**YOUR TASK:** For the entries below, the result should be an exact transcription of the lines from the one with "Annotation task. Serialize" up to and including the one with "Read the image", and only those.

**INFORMATION SHOWN:**
Content starts

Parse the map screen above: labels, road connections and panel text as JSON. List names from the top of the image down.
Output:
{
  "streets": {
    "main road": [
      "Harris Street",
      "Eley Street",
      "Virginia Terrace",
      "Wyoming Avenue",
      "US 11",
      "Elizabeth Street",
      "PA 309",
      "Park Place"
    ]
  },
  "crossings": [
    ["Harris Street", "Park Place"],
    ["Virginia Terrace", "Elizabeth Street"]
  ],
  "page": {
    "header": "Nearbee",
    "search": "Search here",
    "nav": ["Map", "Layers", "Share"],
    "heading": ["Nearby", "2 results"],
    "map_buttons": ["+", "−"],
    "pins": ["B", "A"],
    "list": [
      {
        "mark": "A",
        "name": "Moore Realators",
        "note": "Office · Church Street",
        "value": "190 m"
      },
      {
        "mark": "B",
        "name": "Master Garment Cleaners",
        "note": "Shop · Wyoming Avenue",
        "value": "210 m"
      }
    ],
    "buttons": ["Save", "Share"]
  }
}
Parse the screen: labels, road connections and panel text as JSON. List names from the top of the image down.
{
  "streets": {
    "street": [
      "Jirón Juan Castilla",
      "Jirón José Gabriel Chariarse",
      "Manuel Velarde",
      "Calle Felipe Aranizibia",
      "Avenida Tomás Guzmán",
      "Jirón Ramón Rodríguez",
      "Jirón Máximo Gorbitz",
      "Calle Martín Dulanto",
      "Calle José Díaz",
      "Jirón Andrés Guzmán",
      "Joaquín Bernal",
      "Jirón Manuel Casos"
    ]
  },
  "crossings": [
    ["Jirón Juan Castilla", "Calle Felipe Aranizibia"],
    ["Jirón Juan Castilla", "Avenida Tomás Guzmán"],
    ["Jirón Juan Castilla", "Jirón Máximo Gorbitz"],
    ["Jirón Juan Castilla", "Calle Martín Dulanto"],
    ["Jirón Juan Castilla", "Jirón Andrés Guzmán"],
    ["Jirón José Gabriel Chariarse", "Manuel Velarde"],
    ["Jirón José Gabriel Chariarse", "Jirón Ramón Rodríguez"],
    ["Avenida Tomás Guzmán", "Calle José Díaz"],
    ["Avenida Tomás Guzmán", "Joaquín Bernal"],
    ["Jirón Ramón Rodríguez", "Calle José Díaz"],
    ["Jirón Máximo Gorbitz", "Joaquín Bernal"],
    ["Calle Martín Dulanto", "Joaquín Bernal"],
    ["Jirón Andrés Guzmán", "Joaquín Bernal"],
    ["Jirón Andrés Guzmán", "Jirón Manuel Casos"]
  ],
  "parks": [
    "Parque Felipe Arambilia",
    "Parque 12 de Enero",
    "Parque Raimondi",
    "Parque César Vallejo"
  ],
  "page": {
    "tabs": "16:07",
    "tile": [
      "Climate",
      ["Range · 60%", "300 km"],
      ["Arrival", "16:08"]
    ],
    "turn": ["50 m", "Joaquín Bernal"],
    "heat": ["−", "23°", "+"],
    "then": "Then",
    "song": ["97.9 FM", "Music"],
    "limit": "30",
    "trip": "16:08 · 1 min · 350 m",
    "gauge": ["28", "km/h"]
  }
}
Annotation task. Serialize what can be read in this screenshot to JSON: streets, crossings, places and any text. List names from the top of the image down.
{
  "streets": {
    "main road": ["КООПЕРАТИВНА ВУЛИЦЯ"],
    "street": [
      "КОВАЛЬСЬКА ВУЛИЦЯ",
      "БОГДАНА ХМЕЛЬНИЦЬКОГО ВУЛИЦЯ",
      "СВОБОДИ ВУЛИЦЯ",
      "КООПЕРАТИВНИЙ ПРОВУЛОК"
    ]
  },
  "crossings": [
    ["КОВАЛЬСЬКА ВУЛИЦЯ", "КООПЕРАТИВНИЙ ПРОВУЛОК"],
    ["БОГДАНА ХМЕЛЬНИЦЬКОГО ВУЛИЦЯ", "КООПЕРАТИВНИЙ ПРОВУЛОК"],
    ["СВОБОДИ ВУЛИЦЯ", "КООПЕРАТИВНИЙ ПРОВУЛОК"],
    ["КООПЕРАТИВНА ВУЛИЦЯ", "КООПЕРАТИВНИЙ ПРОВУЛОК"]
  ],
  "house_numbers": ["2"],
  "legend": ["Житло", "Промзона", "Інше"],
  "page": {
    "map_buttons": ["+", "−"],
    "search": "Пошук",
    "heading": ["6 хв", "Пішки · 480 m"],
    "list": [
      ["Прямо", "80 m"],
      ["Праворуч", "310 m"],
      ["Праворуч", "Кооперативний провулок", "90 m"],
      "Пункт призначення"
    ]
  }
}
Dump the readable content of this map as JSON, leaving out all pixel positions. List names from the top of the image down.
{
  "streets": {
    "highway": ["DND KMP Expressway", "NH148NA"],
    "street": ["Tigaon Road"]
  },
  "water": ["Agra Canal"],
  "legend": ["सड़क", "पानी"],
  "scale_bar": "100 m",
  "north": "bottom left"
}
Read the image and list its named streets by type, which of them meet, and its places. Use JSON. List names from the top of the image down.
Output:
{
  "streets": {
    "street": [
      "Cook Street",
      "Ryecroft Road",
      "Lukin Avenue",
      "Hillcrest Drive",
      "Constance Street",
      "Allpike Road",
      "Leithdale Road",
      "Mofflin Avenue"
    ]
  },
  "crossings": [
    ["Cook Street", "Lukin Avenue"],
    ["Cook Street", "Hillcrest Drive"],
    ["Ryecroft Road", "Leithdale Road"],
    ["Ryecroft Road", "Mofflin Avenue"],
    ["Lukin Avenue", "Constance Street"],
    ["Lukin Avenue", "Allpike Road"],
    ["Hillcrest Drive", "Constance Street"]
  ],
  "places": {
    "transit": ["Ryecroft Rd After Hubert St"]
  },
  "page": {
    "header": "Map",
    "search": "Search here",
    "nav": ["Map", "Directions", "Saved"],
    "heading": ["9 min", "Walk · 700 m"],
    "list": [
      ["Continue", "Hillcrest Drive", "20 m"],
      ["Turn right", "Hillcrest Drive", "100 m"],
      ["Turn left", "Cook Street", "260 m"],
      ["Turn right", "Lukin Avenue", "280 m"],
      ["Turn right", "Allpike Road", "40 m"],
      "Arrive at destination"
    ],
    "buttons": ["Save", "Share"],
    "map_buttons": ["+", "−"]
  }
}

Content ends

**TASK ANSWER:**
Annotation task. Serialize what can be read in this screenshot to JSON: streets, crossings, places and any text. List names from the top of the image down.
{
  "streets": {
    "main road": ["КООПЕРАТИВНА ВУЛИЦЯ"],
    "street": [
      "КОВАЛЬСЬКА ВУЛИЦЯ",
      "БОГДАНА ХМЕЛЬНИЦЬКОГО ВУЛИЦЯ",
      "СВОБОДИ ВУЛИЦЯ",
      "КООПЕРАТИВНИЙ ПРОВУЛОК"
    ]
  },
  "crossings": [
    ["КОВАЛЬСЬКА ВУЛИЦЯ", "КООПЕРАТИВНИЙ ПРОВУЛОК"],
    ["БОГДАНА ХМЕЛЬНИЦЬКОГО ВУЛИЦЯ", "КООПЕРАТИВНИЙ ПРОВУЛОК"],
    ["СВОБОДИ ВУЛИЦЯ", "КООПЕРАТИВНИЙ ПРОВУЛОК"],
    ["КООПЕРАТИВНА ВУЛИЦЯ", "КООПЕРАТИВНИЙ ПРОВУЛОК"]
  ],
  "house_numbers": ["2"],
  "legend": ["Житло", "Промзона", "Інше"],
  "page": {
    "map_buttons": ["+", "−"],
    "search": "Пошук",
    "heading": ["6 хв", "Пішки · 480 m"],
    "list": [
      ["Прямо", "80 m"],
      ["Праворуч", "310 m"],
      ["Праворуч", "Кооперативний провулок", "90 m"],
      "Пункт призначення"
    ]
  }
}
Dump the readable content of this map as JSON, leaving out all pixel positions. List names from the top of the image down.
{
  "streets": {
    "highway": ["DND KMP Expressway", "NH148NA"],
    "street": ["Tigaon Road"]
  },
  "water": ["Agra Canal"],
  "legend": ["सड़क", "पानी"],
  "scale_bar": "100 m",
  "north": "bottom left"
}
Read the image and list its named streets by type, which of them meet, and its places. Use JSON. List names from the top of the image down.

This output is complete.